La menace des barrières commerciales américaines continue de peser sur l’économie canadienne. Les tarifs douaniers généralisés que la Maison-Blanche avait promis d’imposer au Canada en février ont été reportés à mars, puis à avril. Pour l’instant, nous maintenons notre prévision de croissance de 1,6 % du PIB du Canada en 2025, même si cette estimation sera probablement revue à la baisse au cours de l’année si les tarifs douaniers américains ne sont pas reportés de nouveau.

Si le Canada ne peut contrôler les décisions prises par ses partenaires commerciaux, il peut en revanche influencer son propre destin. Une politique axée sur la stimulation de la productivité contribuerait sans doute à absorber le choc des tarifs douaniers, en particulier la suppression ou l’assouplissement des obstacles au commerce interprovincial. Dans notre survol économique de ce trimestre, nous nous penchons sur cette idée vieille de plusieurs décennies et récemment remise au goût du jour.

L’économie était déjà vulnérable avant le choc commercial

Les prévisionnistes n’étaient pas particulièrement optimistes quant aux perspectives économiques du Canada en 2025, et ce, avant même la crise des tarifs douaniers. L’économie canadienne stagne depuis maintenant deux ans, la croissance réelle du PIB s’étant maintenue à une moyenne modeste (1,5 %) nettement inférieure au potentiel estimé. Pire encore, le PIB réel par habitant, un indicateur de la qualité de vie, a chuté au cours de ces deux années, ce qui souligne les difficultés persistantes du Canada à intensifier sa productivité.

La faiblesse de la croissance de la productivité, donc du PIB réel par habitant, est en fait un thème récurrent depuis les vingt dernières années. On peut aisément comprendre pourquoi. Depuis 2002, les investissements des entreprises dans la machinerie, les équipements et la propriété intellectuelle ne cessent de diminuer en pourcentage du PIB, à tel point que leur proportion a atteint un maigre taux de 5,6 % l’année dernière. Cette situation contraste fortement avec celle des États-Unis, où la part de l’investissement dans l’économie a augmenté régulièrement pour atteindre près de 11 % l’année dernière (figure 1).

Figure 1 : Les investissements des entreprises canadiennes vont dans la mauvaise direction

Figure 1 : Graphique linéaire montrant l’investissement en pourcentage du PIB au Canada et aux États-Unis.

Sources : Statistique Canada, U.S. Bureau of Economic Analysis, Services économiques FAC

Cette tendance à la baisse de l’investissement canadien doit impérativement être inversée si l’on veut relancer la productivité. Une mesure concrète qui pourrait être utile à cet égard consisterait à simplifier l’environnement réglementaire au Canada. L’Organisation de coopération et de développement économiques (OCDE) classe le Canada au 25rang sur 38 dans son indicateur global de la réglementation des marchés de produits (qui est une évaluation approximative de la façon dont les politiques favorisent la concurrence et l’innovation).

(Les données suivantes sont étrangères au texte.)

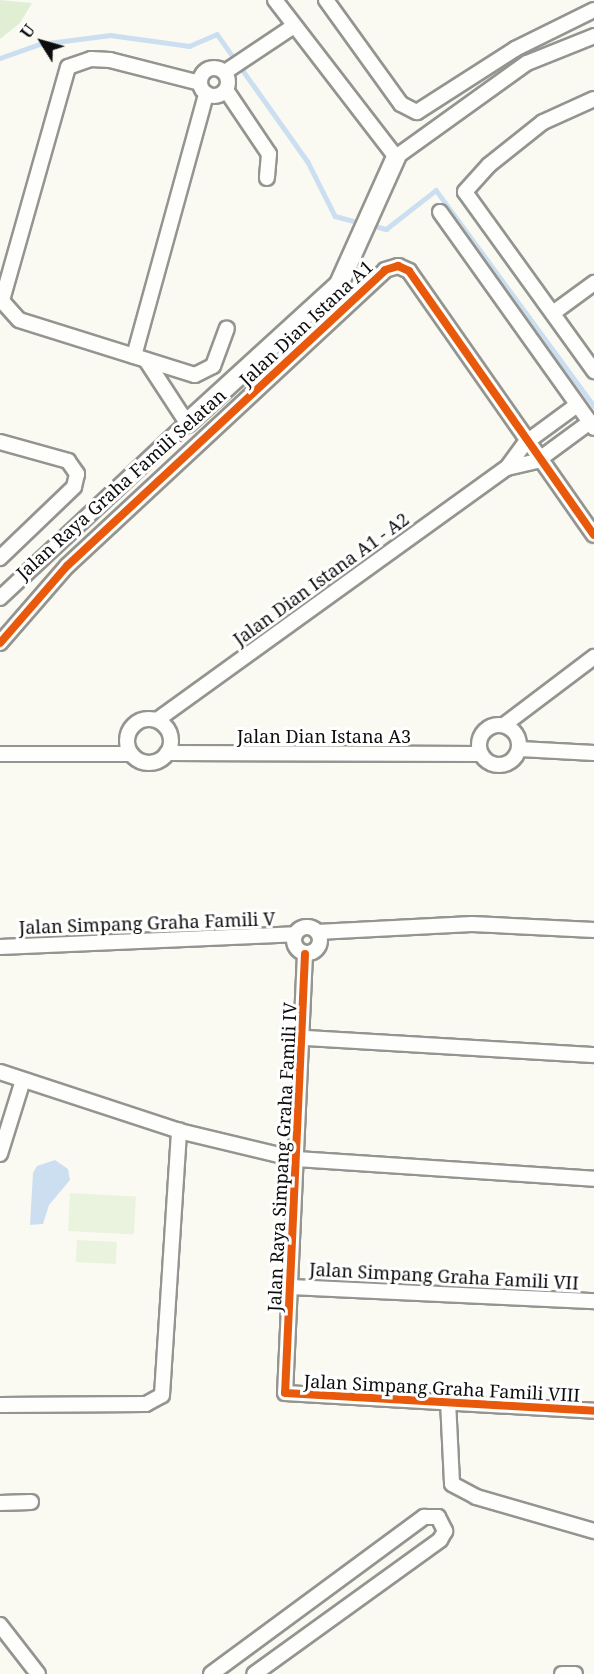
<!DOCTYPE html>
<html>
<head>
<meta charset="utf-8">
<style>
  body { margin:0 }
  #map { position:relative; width:594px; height:1674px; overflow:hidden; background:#fafaf2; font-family:"Noto Serif",serif }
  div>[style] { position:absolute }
  .green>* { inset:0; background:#e0eed4 }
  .pitch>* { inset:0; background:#eaf3de; transform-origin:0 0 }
  .water>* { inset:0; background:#ccdff1 }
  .stream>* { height:4.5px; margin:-2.25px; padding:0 2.25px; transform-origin:2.25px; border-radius:2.25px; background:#ccdff1 }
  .roads { filter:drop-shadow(2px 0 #949490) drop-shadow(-2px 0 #949490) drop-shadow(0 2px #949490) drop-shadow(0 -2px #949490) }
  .minor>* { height:14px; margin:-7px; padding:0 7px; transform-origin:7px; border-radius:7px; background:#fefefd }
  .minor>.ring { margin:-7px; padding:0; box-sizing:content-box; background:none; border:14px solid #fefefd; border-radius:50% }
  .tertiary>* { height:18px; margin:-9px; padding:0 9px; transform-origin:9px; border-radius:9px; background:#fefefd }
  .cycleway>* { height:8px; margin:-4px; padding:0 4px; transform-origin:4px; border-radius:4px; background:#e8590c }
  span { translate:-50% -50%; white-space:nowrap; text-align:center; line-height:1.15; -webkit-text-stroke:6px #fff; paint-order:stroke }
  .street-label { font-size:18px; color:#0d0d0d }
  .north { position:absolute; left:12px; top:12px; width:60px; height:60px; -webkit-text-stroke:4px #fff; paint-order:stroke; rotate:307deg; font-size:16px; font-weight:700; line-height:24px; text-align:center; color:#0d0d0d }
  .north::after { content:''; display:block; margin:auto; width:21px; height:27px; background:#0d0d0d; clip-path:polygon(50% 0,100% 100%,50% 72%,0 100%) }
</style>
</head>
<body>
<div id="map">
  <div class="green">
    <i style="clip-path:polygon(0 0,32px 3px,20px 23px,0 39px)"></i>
  </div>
  <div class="pitch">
    <i style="left:70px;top:1193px;width:66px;height:38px;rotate:3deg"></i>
    <i style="left:77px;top:1240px;width:40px;height:22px;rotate:3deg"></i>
  </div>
  <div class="water">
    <i style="clip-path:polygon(55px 1160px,68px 1169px,70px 1180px,49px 1205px,43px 1224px,30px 1225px,33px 1173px,37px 1166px)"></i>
  </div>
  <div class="stream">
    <i style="left:0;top:58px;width:42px;rotate:-19.3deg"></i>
    <i style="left:40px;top:44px;width:71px;rotate:-7.3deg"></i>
    <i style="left:110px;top:35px;width:80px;rotate:7.9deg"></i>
    <i style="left:189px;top:46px;width:30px;rotate:-23deg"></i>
    <i style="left:217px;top:34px;width:157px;rotate:54.6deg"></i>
    <i style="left:308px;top:162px;width:60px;rotate:63.4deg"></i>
    <i style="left:335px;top:216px;width:28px;rotate:15deg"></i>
    <i style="left:371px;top:225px;width:16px;rotate:15deg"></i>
    <i style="left:386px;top:229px;width:63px;rotate:-38deg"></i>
    <i style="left:436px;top:190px;width:268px;rotate:53.8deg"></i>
  </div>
  <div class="roads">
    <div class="minor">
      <i style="left:275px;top:0;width:198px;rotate:52.4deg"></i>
      <i style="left:396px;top:157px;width:161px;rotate:-35.7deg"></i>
      <i style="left:527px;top:63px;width:72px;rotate:-21.9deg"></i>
      <i style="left:326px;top:0;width:128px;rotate:54.2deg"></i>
      <i style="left:401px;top:104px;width:18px;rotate:27deg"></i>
      <i style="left:417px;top:112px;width:117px;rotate:-32.7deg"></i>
      <i style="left:515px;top:49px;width:88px;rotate:-26.3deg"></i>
      <i class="ring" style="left:200px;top:68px;width:14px;height:14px"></i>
      <i style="left:225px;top:72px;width:83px;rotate:-33.7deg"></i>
      <i style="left:200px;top:83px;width:93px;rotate:-165.7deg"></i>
      <i style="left:110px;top:60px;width:19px;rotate:-177deg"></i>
      <i style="left:91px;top:59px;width:24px;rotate:161deg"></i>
      <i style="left:68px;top:67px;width:243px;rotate:105.8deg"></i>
      <i style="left:2px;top:301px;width:25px;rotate:48deg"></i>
      <i style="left:19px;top:320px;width:184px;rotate:17.4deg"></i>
      <i style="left:195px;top:375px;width:20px;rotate:-27deg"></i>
      <i style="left:213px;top:366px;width:40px;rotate:-69.8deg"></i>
      <i style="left:226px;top:90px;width:77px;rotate:56.1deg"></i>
      <i style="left:269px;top:154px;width:24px;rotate:95deg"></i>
      <i style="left:594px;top:99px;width:56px;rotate:155.7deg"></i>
      <i style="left:543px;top:122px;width:69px;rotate:141.5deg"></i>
      <i style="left:489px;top:165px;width:36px;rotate:132deg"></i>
      <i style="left:465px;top:192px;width:221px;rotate:54.2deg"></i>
      <i style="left:440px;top:212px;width:265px;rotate:54.5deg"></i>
      <i style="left:553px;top:313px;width:51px;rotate:-36.2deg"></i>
      <i style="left:134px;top:356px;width:272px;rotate:-74.6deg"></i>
      <i style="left:577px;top:405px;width:64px;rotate:143.8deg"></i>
      <i style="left:525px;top:443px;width:31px;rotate:126deg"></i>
      <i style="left:507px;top:468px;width:31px;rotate:-13deg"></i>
      <i style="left:537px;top:461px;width:66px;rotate:-36.3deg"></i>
      <i style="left:0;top:442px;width:71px;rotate:15.6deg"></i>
      <i style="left:68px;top:461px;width:16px;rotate:55deg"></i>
      <i style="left:77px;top:474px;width:13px;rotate:103deg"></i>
      <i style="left:74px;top:487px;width:103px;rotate:136.2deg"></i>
      <i style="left:0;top:598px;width:256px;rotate:-43.1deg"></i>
      <i style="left:187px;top:423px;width:75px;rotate:-123.1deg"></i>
      <i style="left:0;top:643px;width:102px;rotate:-49deg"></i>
      <i style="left:67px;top:566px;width:434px;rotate:-42.9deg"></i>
      <i style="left:385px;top:270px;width:14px;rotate:-17deg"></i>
      <i style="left:398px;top:266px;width:12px;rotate:24deg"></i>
      <i style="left:409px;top:271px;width:322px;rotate:55deg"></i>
      <i class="ring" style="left:127px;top:719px;width:30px;height:30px"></i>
      <i style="left:157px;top:720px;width:431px;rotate:-35.8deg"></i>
      <i class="ring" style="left:479px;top:725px;width:26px;height:26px"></i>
      <i style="left:504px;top:725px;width:113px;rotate:-37.1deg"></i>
      <i style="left:520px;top:749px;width:74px;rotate:3.1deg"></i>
      <i style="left:167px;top:753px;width:314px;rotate:0.2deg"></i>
      <i style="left:0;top:754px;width:131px"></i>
      <i class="ring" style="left:294px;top:927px;width:12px;height:12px"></i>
      <i style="left:317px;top:932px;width:155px;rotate:-3deg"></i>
      <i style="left:472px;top:924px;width:122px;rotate:2.8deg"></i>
      <i style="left:0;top:947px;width:295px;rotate:-2.5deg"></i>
      <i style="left:305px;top:954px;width:439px;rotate:92.6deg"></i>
      <i style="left:285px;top:1393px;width:310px;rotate:3.3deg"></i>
      <i style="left:305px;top:1038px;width:289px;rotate:3.4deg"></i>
      <i style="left:0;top:1072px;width:188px;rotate:18.2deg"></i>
      <i style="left:179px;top:1131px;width:120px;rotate:13.5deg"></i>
      <i style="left:296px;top:1159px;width:299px;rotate:3.8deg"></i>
      <i style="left:0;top:1154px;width:77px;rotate:-72.7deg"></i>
      <i style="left:292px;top:1287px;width:302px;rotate:2.7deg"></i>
      <i style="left:448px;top:1401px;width:83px;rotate:87.2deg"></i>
      <i style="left:452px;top:1484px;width:27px;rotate:28deg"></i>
      <i style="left:476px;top:1497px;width:123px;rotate:16.1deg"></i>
      <i style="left:0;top:1405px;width:146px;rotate:-0.4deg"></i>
      <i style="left:146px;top:1404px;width:18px;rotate:-29deg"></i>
      <i style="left:162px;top:1395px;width:265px;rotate:-86.3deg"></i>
      <i style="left:0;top:1503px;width:31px;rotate:-2deg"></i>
      <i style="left:0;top:1625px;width:62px;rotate:52.2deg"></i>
      <i style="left:211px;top:1674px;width:265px;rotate:-36.4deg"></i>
      <i style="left:424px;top:1517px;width:14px"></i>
      <i style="left:438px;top:1517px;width:16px;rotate:63deg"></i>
      <i style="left:445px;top:1531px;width:10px;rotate:119deg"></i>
      <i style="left:440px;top:1540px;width:229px;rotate:144.2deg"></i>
      <i style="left:562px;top:1674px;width:13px"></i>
    </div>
    <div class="tertiary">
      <i style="left:187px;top:423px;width:206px;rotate:-42.4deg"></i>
      <i style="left:339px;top:284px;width:139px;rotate:-65.8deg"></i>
    </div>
  </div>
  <div class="cycleway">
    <i style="left:0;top:643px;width:102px;rotate:-49deg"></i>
    <i style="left:67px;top:566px;width:434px;rotate:-42.9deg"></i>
    <i style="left:385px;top:270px;width:14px;rotate:-17deg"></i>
    <i style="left:398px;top:266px;width:12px;rotate:24deg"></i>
    <i style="left:409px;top:271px;width:322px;rotate:55deg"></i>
    <i style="left:305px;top:954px;width:439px;rotate:92.6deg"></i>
    <i style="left:285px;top:1393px;width:310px;rotate:3.3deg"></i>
  </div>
  <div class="street-label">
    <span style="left:306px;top:323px;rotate:-43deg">Jalan Dian Istana A1</span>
    <span style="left:121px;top:484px;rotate:-42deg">Jalan Raya Graha Famili Selatan</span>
    <span style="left:321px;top:579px;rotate:-36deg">Jalan Dian Istana A1 - A2</span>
    <span style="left:324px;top:736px">Jalan Dian Istana A3</span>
    <span style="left:147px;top:923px;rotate:-2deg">Jalan Simpang Graha Famili V</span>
    <span style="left:282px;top:1157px;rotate:-87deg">Jalan Raya Simpang Graha Famili IV</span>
    <span style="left:444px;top:1276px;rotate:3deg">Jalan Simpang Graha Famili VII</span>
    <span style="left:442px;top:1388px;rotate:3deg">Jalan Simpang Graha Famili VIII</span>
  </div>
  <div class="north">U</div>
</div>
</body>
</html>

Le Centre sur les politiques scientifiques canadiennes a désigné le fardeau réglementaire comme l’obstacle le plus important à l’innovation au Canada. Les investissements des gouvernements et des entreprises sont intrinsèquement liés. Des dépenses publiques ciblées peuvent améliorer la productivité, mais l’émission d’obligations d’État pour financer ces dépenses peut faire augmenter les taux d’intérêt à long terme, ce qui freine l’investissement privé (un effet indésirable appelé « l’effet d’éviction »).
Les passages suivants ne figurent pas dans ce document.